In Japanese cooking there are 5 basic seasonings ingredients which are essential for making most dishes. Known by the mnemonic “Sa-Shi-Su-Se-So”, they are:
SA - SATO (砂糖) Sugar
SHI - SHIO (塩) Salt
SU - SU (酢) Vinegar
SE - SHOUYU (醤油) Soy Sauce
SO - MISO (味噌) Miso
The order in which these ingredients are used is important. They are listed in order from the lightest through to the strongest flavours. Basically, the ingredients with flavours that are most susceptible to changing when heated are added last, for example soy sauce or miso. The way we remember this is with Sa (さ) Shi (し) Su (す) Se (せ) So (そ), which is the “s” row in the Japanese hiragana and katakana phonetic alphabets.

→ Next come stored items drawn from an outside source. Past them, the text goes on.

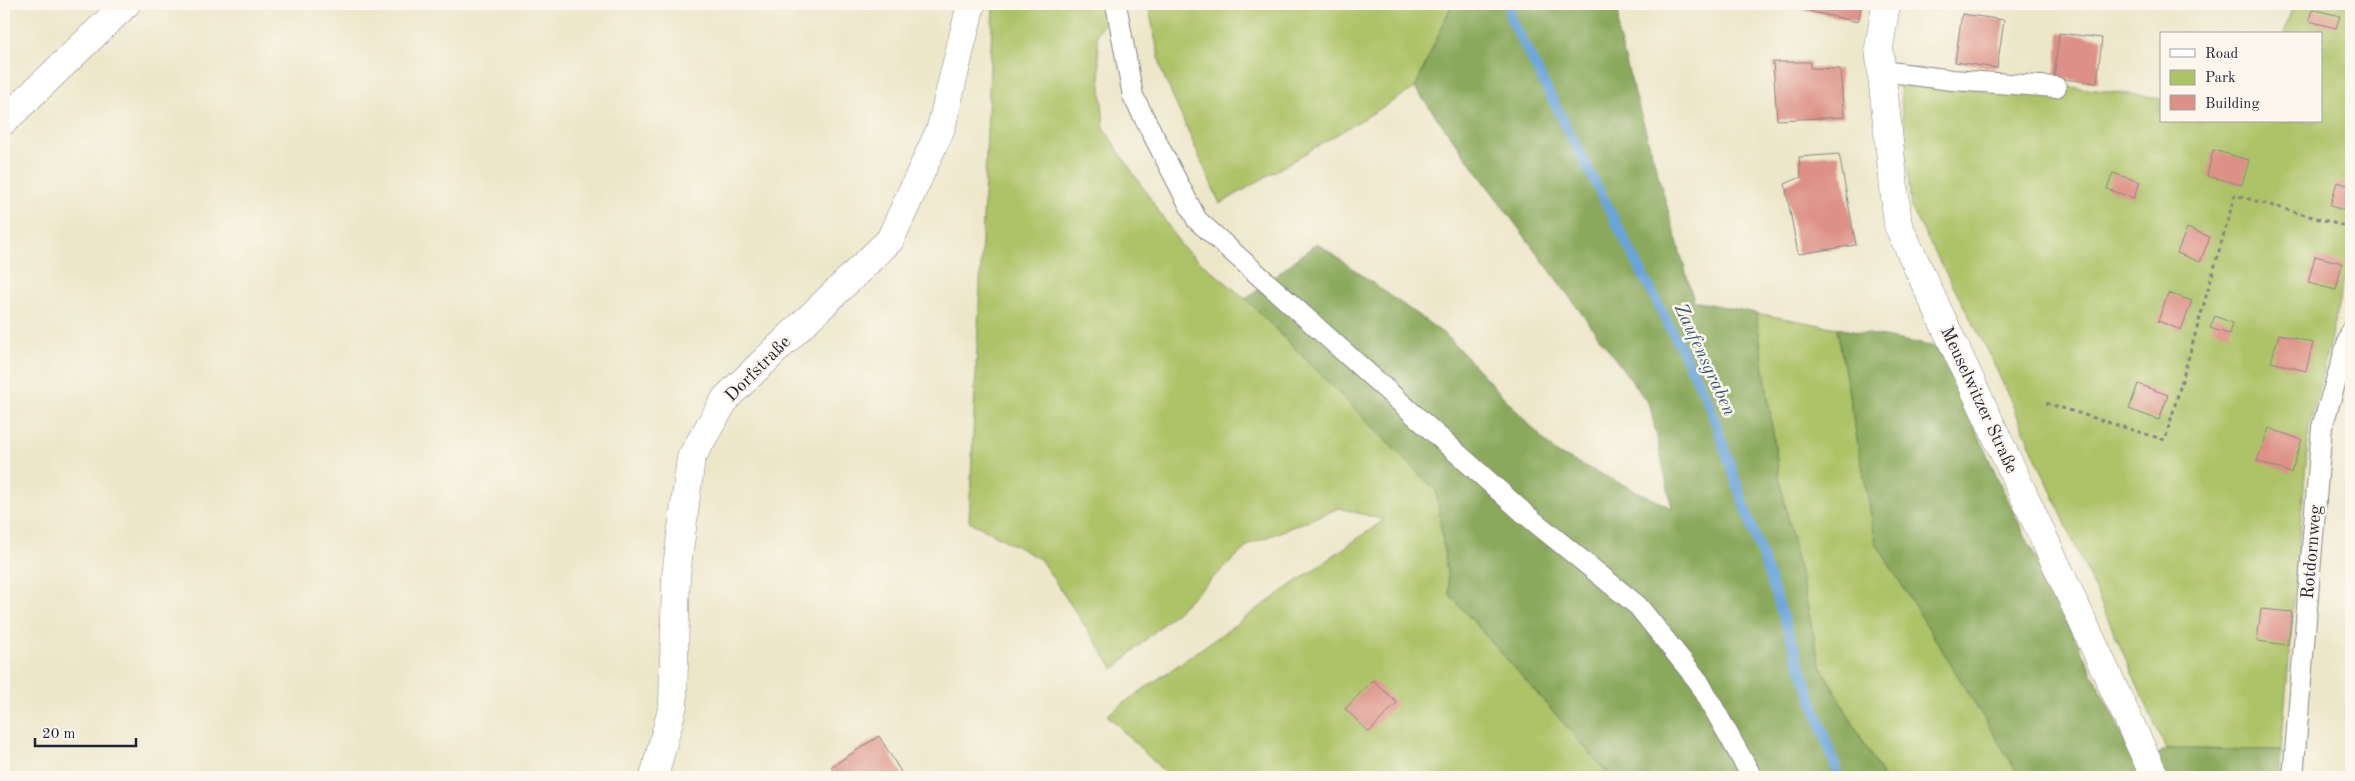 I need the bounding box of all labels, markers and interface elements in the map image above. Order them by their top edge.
legend [2160,32,2322,122]
text: Road [2205,47,2239,62]
text: Park [2205,71,2236,86]
text: Building [2205,97,2260,112]
water label: Zaufensgraben [1670,301,1738,419]
street label: Meuselwitzer Straße [1937,324,2021,476]
street label: Dorfstraße [722,333,794,405]
street label: Rotdornweg [2299,504,2325,600]
scale bar [35,716,136,748]
text: 20 m [42,727,76,742]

1. Sa / Sugar: Sugar is said to take longer to be absorbed in cooking, so it should be used early in the cooking process.
2. Shi / Salt: For salt to be absorbed it should also so be used early in the cooking process. However, if you add it before sugar, sugar won't be easily absorbed, so sugar comes first of all.
3. Su / Vinegar: If you add vinegar at an early stage, the acid disappears. So add vinegar at the appropriate time. To avoid vinegar dominating the salt, add it after the salt.
4. Se & So / Soy sauce & Miso: To best enjoy their flavours, add them last to any dish.
“Sa” / Sugar (200g)
Made by the Ueno Sugar Co., which has been making sugar in Osaka for over 100 years, from Kagoshima & Okinawa sugar cane. Contains minerals, and is rich in sugar cane flavours.
“Shi” / Salt (100g)
Made from sea salt from Goshiki-beach in Awaji-island, Hyogo. This salt is carefully made by a salt master to retain as much of the natural minerals as possible. To make the soft, rich flavour, the final evaporation is done by heating the sea salt in cast iron kettles for approximately 48 hours. It has umami as well, and is great with any kind of cooking.
“Su” / Vinegar (360ml)
This organic rice vinegar is a refreshing and versatile seasoning. If you like to add a little bit of Japanese flavour to your dressing, use this vinegar – it will make a real difference. Of course, when cooking Japanese or Asian dishes, it guarantees good quality flavour.
“Se” / Soy sauce (360ml)
Made by the Katagami Soy Co. in Nara, which still uses a natural brewing process in wooden barrels. Soy beans rich in umami are harvested in Nara, and steamed under the eye of a maestro who carefully watches the temperature and humidity to produce the “koji” ferment, then patiently matured to create a superior quality soy sauce. Deep and rich aromas with fine flavours.
“So” / Miso (500g)
I describe Miso as the flavour associated with my grandmother’s dishes. Every house in Japan has at least one kind of miso in the kitchen – she always had more than one she made herself. This is red miso and you can use it for miso soup, dressings, stew, pickles, sauce, and more. Miso contains enzymes which aid digestion and provide a nutritious balance of natural carbohydrates, protein, vitamins and minerals.